Oti Rodríguez Marchante

El idilio de Juan Marsé con el cine

Las películas fueron el pozo del que sacaba, y al que llevaba, el agua de su caudal narrativo

No se puede leer ni una línea más sobre la mala relación de Juan Marsé con el cine. Es algo absurdo, ridículo, intolerable. Quien haya tenido ocasión de compartir un rato con Marsé sabe que el cine era todo para él y que las películas fueron el pozo del que sacaba, y al que llevaba, el agua de su caudal narrativo. Y fue precisamente su amor, su dependencia y su comprensión del cine lo que le llevó a despreciar a los directores que adaptaron su obra a la pantalla, y especialmente a Vicente Aranda, al que no le perdonó nunca lo que le hizo a sus obras «La muchacha de las bragas de oro», «Si te dicen que caí», «El amante bilingüe» y «Canciones de amor en Lolita’s Club». Demasiadas cuentas sin pagar, incluso para un amigo.

Marsé amaba las películas, narraba con pulsión cinematográfica y quería ver sus novelas en la pantalla . Luego, sí, también quería no haberlas visto. Pero no era arrebato o capricho de autor, pues cuando leyó el guion de Víctor Erice (y Antonio Drove) sobre «El embrujo de Shanghai» dijo que era mejor y más hermoso que su novela. El genio en frustraciones que fue Erice no lo pudo cuajar en película, y lo que recogieron Andrés Vicente Gómez y Fernando Trueba le pareció como autor, como cinéfilo y como espectador una completa basura.

No es inusual que una gran novela que describe maravillosamente una época y lugar se estrelle contra el cine, y la Barcelona del siglo XX dibujada con minuciosidad de paisaje y personajes por Marsé, como la detallada por Eduardo Mendoza en «La ciudad de los prodigios», pierden toda su fuerza evocadora y su magia en la pantalla. Curiosamente, Mario Camus , que machacó la obra de Mendoza, había ennoblecido la de Miguel Delibes en «Los santos inocentes». No es, pues, cuestión de inquina, ni siquiera de talento, sino de mirada y suerte, y Juan Marsé no la tuvo en sus préstamos al cine, o a ciertos productores y directores, que le devolvieron la cuenta de su obra sin el más mínimo interés. El caso de «Últimas tardes con Teresa» , su novela más pegada al hígado de aquella Barcelona, no es tan dramático, pues Gonzalo Herralde y sus protagonistas, Maribel Martín y Ángel Alcázar, supieron extraer al menos lo epidérmico de sus magníficos personajes y mundos.

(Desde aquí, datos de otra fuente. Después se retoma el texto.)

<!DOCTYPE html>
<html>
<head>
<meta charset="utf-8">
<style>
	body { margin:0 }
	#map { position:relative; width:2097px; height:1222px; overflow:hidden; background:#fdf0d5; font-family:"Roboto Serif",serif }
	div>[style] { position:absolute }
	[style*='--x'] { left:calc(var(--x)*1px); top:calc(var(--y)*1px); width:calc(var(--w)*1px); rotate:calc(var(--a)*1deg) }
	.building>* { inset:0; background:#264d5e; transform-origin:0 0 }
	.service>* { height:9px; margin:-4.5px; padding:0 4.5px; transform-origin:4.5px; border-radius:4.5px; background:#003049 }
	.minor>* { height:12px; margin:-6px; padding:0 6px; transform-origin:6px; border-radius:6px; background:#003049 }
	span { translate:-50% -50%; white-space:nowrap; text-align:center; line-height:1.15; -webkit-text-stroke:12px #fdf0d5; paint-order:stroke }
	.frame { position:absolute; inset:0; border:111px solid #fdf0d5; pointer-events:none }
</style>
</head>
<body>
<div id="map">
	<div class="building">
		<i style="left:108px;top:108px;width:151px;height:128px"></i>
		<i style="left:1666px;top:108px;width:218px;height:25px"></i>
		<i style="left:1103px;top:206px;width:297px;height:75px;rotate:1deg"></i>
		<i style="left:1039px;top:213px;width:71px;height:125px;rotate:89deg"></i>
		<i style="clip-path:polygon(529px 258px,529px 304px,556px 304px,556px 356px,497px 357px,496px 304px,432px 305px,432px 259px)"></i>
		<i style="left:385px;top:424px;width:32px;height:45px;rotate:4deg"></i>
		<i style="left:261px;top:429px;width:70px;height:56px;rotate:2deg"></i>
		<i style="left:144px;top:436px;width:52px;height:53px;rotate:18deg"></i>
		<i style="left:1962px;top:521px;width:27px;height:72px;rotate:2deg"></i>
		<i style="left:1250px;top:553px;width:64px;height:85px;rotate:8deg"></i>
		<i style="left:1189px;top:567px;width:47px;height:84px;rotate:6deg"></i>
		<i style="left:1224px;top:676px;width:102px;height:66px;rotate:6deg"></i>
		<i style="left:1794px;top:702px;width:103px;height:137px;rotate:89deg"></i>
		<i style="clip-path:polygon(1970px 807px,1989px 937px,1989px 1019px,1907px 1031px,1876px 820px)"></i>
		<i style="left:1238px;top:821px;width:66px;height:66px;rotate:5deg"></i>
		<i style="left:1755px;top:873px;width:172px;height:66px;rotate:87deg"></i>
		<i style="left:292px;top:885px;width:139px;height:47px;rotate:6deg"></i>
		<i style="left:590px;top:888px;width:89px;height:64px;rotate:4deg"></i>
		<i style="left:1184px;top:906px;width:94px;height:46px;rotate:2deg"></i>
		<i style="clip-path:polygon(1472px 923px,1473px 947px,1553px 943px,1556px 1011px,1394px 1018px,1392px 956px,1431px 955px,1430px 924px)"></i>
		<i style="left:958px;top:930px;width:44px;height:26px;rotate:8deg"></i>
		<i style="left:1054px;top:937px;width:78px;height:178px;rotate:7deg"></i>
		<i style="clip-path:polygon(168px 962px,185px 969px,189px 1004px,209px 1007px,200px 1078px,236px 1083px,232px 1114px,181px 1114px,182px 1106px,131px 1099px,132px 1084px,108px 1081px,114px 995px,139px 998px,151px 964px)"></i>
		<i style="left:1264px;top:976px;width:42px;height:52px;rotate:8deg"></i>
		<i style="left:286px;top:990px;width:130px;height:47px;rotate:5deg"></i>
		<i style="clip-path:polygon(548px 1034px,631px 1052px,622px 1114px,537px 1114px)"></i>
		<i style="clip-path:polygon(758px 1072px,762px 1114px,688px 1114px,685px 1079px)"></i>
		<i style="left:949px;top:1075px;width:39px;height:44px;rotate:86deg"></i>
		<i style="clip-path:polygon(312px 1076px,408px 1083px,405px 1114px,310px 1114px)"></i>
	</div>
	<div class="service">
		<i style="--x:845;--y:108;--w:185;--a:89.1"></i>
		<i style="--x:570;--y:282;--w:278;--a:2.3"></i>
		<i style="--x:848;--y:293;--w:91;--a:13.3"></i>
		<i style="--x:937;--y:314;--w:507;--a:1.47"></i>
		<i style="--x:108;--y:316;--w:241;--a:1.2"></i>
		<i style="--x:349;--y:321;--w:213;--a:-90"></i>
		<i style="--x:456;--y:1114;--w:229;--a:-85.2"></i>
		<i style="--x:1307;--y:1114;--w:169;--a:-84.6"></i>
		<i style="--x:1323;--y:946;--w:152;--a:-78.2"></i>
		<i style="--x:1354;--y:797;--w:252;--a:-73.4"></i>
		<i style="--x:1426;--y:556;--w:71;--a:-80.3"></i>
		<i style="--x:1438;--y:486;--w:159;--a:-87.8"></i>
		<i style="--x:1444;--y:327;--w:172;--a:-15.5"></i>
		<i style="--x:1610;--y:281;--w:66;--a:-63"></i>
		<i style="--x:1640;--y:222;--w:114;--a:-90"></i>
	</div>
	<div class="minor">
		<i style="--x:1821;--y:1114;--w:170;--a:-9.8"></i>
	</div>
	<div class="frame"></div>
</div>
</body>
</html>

Así, la relación de Marsé con el cine, magnífica y plena, no es la de su obra, ni la de su labor de guionista y adaptador, sino un vínculo y un idilio del que hemos podido disfrutar con sus escritos, artículos, críticas, comentarios, con sus «Momentos inolvidables del cine» , con «El fantasma del cine Roxy» o con ese impagable «Un paseo por las estrellas» que hallaba nexos entre Pepe Isbert y Marilyn Monroe o Nuria Espert y la mona Chita.